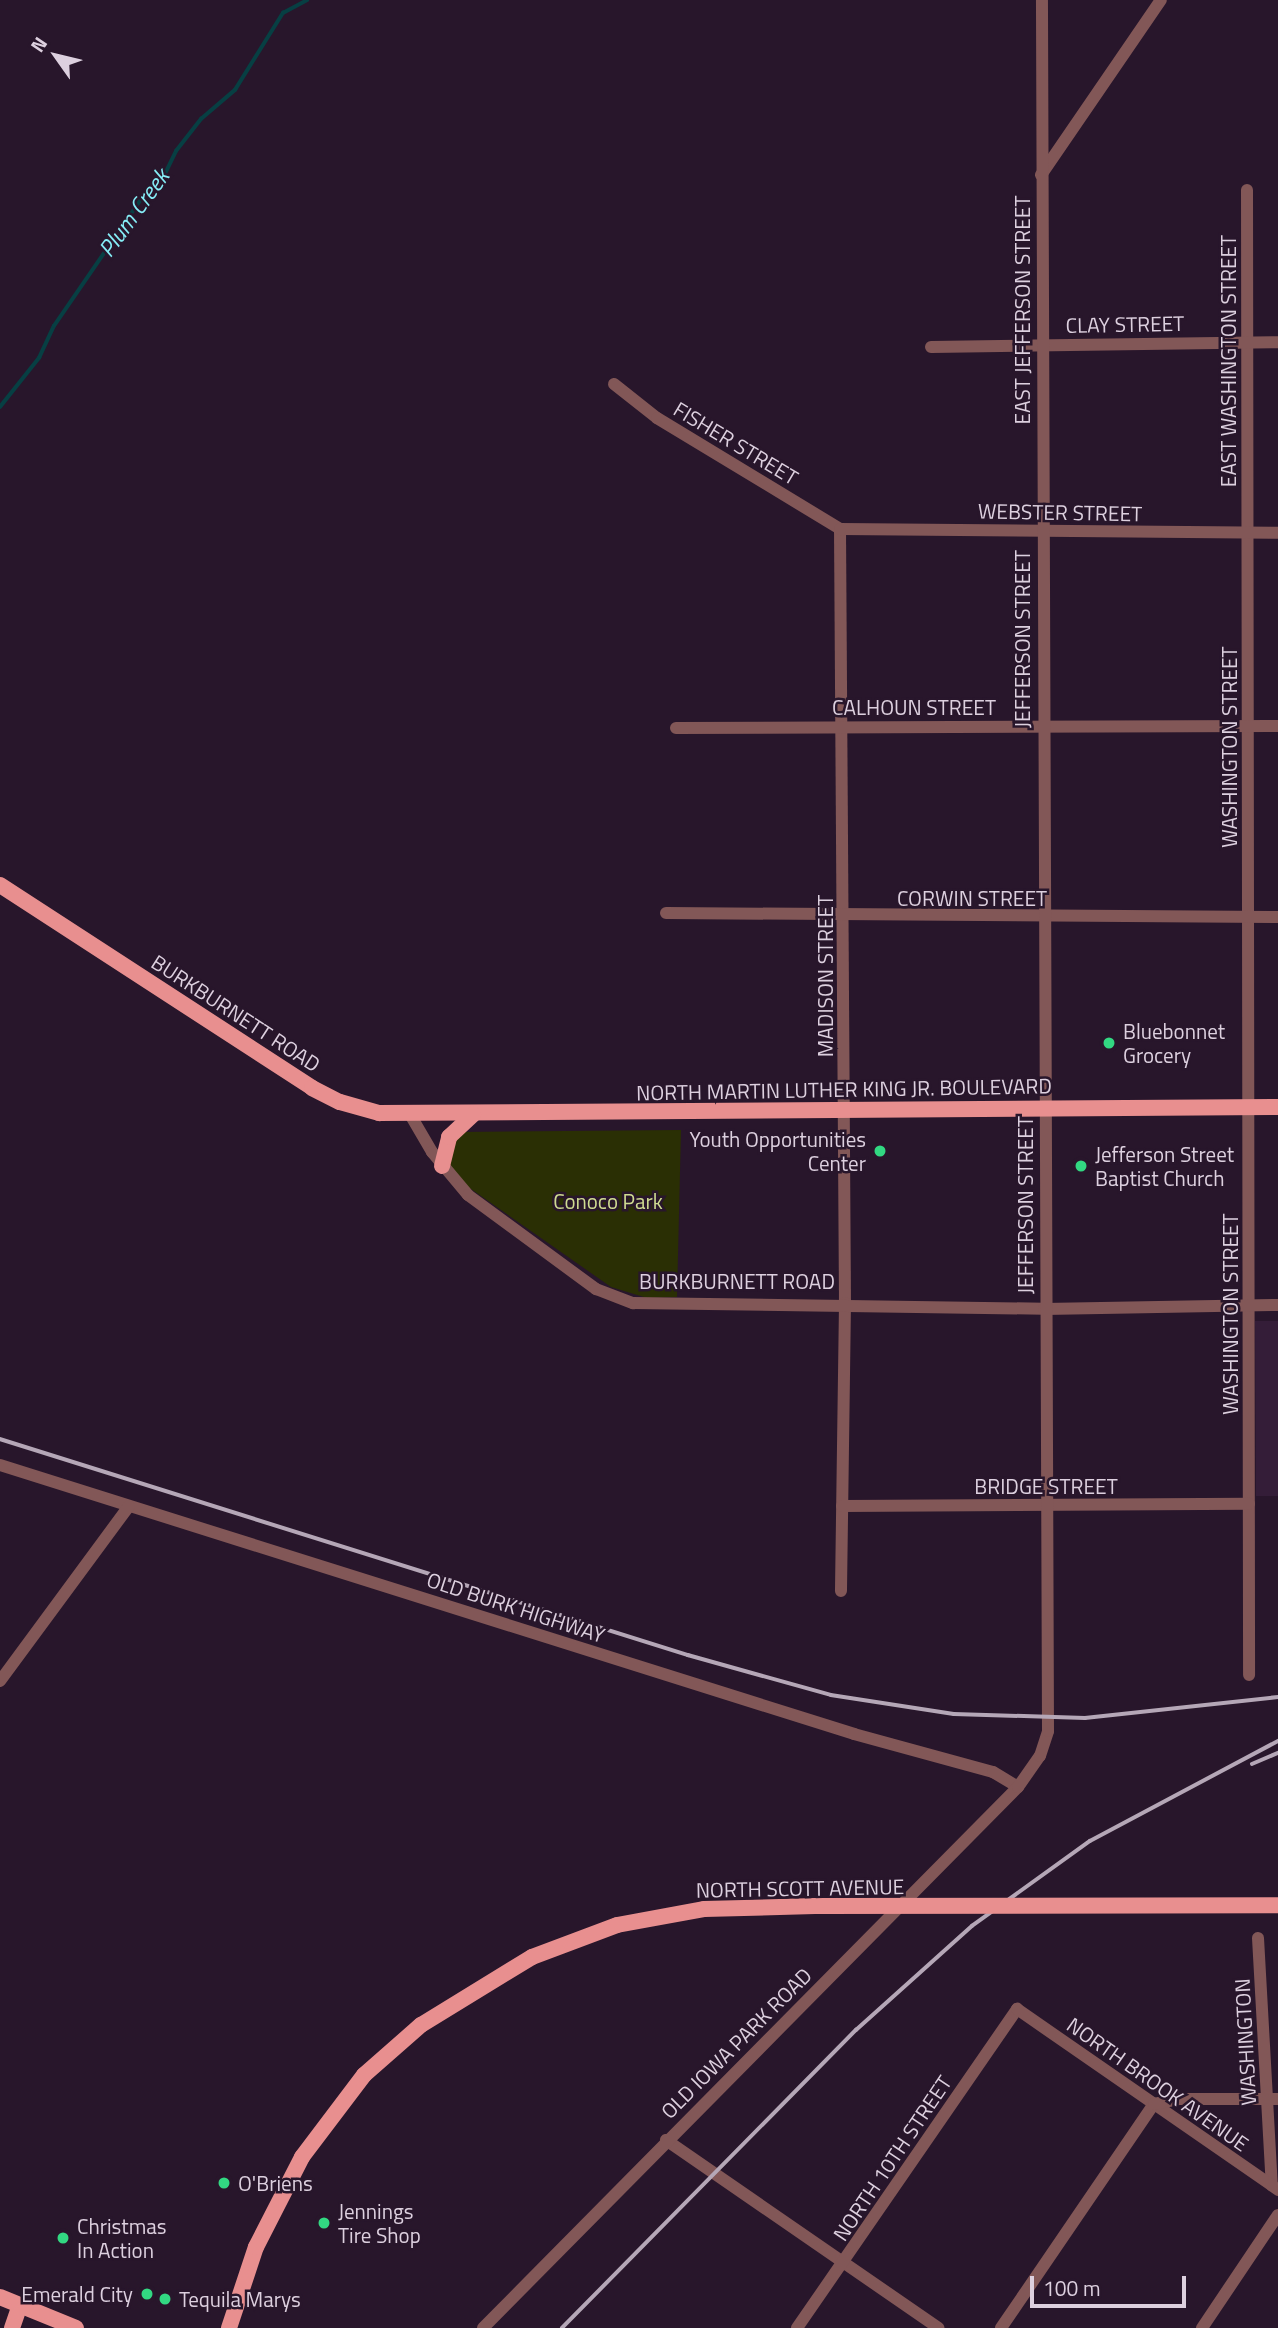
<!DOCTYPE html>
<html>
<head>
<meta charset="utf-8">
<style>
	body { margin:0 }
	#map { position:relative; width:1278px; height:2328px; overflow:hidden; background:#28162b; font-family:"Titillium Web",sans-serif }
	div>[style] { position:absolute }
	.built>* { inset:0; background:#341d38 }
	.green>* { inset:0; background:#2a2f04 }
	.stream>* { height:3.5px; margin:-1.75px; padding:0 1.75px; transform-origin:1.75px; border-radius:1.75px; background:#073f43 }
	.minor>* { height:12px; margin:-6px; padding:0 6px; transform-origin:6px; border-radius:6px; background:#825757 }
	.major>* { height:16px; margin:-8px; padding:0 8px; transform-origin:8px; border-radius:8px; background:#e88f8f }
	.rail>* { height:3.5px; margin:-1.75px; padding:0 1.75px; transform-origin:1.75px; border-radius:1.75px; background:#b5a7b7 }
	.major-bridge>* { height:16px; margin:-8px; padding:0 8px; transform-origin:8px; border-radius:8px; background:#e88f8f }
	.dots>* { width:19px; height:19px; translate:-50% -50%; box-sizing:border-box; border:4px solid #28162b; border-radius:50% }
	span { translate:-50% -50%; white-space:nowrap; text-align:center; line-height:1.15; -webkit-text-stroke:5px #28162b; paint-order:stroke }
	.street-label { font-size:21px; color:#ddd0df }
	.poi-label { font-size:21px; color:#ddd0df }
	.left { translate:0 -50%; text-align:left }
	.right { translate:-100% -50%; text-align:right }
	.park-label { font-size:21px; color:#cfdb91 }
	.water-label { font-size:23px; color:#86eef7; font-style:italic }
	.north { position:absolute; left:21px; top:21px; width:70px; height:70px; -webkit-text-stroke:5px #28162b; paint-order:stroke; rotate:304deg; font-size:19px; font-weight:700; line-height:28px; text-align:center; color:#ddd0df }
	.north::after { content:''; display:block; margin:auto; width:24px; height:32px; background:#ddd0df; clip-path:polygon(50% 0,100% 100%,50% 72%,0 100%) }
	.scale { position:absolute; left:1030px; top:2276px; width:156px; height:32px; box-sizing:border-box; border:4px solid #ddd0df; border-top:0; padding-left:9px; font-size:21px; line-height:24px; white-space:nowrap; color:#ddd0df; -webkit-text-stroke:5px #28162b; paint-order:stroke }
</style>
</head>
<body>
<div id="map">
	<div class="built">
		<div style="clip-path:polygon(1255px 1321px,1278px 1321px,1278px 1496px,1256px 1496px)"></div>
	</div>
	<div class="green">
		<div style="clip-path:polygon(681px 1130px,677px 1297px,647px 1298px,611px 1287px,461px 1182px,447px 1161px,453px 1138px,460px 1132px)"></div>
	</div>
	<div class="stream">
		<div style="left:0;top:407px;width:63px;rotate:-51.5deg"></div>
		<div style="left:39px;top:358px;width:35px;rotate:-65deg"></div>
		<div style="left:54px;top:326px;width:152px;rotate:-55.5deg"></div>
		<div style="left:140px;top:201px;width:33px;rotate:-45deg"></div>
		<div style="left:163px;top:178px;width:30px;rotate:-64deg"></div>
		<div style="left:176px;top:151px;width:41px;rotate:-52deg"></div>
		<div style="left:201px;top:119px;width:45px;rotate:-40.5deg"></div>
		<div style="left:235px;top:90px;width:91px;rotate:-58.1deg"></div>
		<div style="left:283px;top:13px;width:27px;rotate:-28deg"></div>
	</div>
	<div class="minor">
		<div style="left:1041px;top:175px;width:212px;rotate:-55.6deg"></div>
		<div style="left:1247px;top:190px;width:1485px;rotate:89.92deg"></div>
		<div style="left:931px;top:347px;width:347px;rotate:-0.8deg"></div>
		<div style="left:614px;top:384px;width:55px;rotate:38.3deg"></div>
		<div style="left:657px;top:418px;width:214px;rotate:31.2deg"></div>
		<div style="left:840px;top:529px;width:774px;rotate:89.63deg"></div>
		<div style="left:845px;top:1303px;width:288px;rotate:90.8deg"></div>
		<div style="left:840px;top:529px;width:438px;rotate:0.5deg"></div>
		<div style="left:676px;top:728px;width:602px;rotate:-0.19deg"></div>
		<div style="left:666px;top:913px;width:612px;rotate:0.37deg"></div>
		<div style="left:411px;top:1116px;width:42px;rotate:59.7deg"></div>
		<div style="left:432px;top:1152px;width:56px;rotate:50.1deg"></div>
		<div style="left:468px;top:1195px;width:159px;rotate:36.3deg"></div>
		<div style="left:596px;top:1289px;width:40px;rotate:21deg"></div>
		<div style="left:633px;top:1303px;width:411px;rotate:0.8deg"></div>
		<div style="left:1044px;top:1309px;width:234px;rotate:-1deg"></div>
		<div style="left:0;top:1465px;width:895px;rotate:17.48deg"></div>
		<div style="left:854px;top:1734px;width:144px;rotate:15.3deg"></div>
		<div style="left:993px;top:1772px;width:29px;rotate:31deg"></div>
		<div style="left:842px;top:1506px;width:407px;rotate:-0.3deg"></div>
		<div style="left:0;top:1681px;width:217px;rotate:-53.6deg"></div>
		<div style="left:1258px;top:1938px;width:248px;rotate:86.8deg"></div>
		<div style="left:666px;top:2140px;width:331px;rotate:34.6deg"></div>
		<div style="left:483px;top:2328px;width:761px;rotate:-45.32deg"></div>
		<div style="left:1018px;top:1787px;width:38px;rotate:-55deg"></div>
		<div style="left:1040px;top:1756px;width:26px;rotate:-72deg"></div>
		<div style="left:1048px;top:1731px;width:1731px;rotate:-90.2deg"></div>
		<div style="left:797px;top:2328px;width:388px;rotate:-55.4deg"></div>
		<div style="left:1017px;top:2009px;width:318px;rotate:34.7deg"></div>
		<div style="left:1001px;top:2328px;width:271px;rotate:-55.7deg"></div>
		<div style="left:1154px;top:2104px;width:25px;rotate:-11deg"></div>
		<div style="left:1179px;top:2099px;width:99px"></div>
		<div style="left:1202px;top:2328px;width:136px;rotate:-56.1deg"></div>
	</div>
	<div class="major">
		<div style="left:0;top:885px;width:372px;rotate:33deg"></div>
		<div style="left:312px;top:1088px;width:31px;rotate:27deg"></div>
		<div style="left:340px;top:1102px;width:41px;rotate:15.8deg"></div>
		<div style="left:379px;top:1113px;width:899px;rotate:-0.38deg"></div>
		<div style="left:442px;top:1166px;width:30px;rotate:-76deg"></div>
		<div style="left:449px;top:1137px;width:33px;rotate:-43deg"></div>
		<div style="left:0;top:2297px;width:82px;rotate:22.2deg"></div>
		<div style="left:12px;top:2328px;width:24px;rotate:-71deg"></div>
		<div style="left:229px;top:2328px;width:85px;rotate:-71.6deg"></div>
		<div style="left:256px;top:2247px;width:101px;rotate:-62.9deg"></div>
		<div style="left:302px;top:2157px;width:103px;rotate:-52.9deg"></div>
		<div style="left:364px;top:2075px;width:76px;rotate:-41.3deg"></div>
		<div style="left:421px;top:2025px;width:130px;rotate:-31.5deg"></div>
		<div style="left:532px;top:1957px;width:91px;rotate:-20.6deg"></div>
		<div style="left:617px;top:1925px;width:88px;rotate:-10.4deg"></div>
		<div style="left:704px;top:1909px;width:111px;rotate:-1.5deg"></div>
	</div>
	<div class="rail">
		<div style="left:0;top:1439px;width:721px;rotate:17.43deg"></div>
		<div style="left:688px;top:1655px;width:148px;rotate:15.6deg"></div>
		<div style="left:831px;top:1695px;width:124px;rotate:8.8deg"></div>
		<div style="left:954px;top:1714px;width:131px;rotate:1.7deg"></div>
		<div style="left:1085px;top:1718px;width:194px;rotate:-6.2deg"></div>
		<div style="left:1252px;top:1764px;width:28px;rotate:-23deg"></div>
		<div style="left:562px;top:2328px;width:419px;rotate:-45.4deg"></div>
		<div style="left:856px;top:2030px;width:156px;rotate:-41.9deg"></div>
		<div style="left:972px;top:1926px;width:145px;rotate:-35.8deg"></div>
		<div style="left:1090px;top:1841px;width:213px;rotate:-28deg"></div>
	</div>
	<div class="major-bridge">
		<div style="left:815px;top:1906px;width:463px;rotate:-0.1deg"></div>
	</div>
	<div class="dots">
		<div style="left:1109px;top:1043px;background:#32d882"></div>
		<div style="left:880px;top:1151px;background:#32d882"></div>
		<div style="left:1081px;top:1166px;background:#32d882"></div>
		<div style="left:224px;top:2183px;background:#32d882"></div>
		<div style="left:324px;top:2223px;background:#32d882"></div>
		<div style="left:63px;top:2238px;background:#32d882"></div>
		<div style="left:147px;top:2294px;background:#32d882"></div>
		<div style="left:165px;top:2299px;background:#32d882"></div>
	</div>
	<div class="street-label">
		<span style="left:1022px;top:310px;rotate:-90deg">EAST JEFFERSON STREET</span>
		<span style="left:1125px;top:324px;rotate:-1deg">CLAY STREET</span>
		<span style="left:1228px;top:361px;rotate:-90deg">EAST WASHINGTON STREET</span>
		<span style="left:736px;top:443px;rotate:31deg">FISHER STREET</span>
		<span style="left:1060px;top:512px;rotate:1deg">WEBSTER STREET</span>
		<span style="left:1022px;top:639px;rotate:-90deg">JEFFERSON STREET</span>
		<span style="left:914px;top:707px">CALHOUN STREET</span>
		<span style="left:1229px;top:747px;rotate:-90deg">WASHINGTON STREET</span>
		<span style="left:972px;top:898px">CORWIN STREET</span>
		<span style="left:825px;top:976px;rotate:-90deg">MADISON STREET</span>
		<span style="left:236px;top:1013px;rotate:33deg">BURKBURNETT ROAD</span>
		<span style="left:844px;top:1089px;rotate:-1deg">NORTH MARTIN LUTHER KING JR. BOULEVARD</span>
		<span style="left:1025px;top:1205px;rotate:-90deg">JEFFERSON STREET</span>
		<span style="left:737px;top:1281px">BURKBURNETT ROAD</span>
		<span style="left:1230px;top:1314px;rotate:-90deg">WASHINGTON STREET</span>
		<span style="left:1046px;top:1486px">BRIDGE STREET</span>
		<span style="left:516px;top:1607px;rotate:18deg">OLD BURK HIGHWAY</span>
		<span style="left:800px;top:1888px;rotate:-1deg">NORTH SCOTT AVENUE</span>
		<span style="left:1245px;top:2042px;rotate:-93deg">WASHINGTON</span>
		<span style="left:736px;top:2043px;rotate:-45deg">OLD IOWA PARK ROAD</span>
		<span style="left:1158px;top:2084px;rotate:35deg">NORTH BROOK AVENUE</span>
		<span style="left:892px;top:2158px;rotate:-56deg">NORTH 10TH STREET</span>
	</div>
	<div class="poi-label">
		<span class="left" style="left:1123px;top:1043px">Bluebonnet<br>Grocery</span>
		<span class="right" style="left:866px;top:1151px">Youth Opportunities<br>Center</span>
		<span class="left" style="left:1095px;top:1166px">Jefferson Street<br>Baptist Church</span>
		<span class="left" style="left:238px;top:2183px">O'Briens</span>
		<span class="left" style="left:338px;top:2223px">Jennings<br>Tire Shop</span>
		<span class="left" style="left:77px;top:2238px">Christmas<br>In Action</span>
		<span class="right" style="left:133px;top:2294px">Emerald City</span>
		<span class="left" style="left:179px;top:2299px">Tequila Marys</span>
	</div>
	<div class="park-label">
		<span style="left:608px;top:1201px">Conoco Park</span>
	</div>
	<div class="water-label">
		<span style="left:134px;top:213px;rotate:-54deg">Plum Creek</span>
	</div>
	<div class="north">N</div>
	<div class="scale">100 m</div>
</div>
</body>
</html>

Your goal: All that is needed is a number: how many lines in the data above contain the string "stream".

Solution to this exercise: 2